Tags

, , , , , ,

If I’m frank, I must admit that I stay as far away from politics and discussions of feminism as possible. However, in recent months, I have found my stance on such conversations changing – at least in part. While I still don’t really follow the politics of governance (etc.) I do follow the politics of living. Don’t stress yet if my division of political types has you confused, I’ll explain.

There are politics involved in poverty, and there are degrees of poverty. New Zealand is a first world country, which has the dubious honour of having some of the most unaffordable housing in the world. It is important to know that this doesn’t compare house prices with those in other countries directly, it compares them to income. The reality is that a minimum wage job will not pay ALL the bills if there is more than one person being supported by it (and by this I refer to the small type of human, more commonly known as children). As a single mother this is a fact that I must keep in mind as I search for employment. And if, by some miracle, it does pay all the bills you had best hope that your child doesn’t run through shoes, and that you don’t get sick enough to need a doctor – or that should you get sick that you do it well enough to be hospitalised.

A brief note on feminism and me. I consider myself a feminist. I’m neither a man-hater, nor a lesbian – common misconceptions until recently where I live. I believe that if you can do the same job just as well as a man (regardless of what that job might be) that you should be paid equally. I don’t believe that women should be taxed more, or otherwise penalised for a cyclic bodily function that they will have to live with for 30 years, or more, of their lives. And I don’t care whether or not you agree with me.

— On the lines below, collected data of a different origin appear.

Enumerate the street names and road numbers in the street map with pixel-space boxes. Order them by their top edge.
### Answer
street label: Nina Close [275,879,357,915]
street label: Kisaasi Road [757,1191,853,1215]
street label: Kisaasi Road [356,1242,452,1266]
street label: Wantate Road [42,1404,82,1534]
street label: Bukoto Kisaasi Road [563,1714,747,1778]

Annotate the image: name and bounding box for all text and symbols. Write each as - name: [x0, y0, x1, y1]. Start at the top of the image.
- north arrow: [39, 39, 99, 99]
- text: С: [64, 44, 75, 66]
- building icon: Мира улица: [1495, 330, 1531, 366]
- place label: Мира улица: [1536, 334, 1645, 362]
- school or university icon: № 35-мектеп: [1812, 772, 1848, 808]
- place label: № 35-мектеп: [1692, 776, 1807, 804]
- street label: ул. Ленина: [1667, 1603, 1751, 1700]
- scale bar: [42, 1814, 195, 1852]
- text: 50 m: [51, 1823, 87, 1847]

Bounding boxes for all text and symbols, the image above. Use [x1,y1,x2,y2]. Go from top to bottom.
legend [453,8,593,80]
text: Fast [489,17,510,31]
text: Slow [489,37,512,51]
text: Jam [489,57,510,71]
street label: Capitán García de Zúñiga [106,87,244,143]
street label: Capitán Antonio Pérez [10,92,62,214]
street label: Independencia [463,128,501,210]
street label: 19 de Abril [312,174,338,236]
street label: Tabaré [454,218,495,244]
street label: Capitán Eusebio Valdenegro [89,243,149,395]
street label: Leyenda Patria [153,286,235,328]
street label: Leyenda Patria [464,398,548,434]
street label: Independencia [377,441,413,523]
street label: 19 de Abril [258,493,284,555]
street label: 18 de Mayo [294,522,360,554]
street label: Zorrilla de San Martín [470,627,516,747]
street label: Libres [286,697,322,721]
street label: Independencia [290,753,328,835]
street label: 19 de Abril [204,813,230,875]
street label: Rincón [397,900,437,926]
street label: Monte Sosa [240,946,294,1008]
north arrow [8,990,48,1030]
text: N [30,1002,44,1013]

Just this evening I read an article debating the efficacy of free tampons in schools, but also whether by supplying them would encourage the parents, who couldn’t afford to purchase the sanitary supplies, to remain in poverty. But at the same time ‘they’ want the girls at school, where they will get their education. How to encourage one without endorsing the other? It may be that I have misread the situation, such a thing has happened before. This is another example of degrees of poverty, and the politics therein. I googled this topic with the intent to read more and have a better understanding of the situation, I stopped scrolling at the end of page three. In those three pages of results on the topic only 3 hits were ads for tampons or puberty education. Personally, I can tell you that I’m horrified by the cost of sanitary items. I couldn’t afford the monthly layout of approximately $40/month for my cycle. So I changed tactics. Because of the cost of sanitary supplies (among other reasons) I spent years on Depo Provera so that I wouldn’t have a cycle at all. That plan cost me $20- $30 per year. Thanks to my interest in historical fiction (and fact checking anything that was either interesting or suspect) I learned how many very poor women managed before ‘standardised’ sanitary supplies; they used rags – probably where the popular slur came from. I did further research into modern ReUsable Menstrual Products [RUMPs], and found a wealth of information; and suppliers. Long term, this is the cheapest option, but it also has the most expensive outlay. I bought a few here and a few there, transitioning slowly out of disposables as I went, I even upcycled a few myself. This is the house of the mad crafter after all. I compare RUMPs to cloth nappying versus disposable nappying, after the outlay they pay for themselves and the only on going cost is laundering. And there are other types of RUMPs as well.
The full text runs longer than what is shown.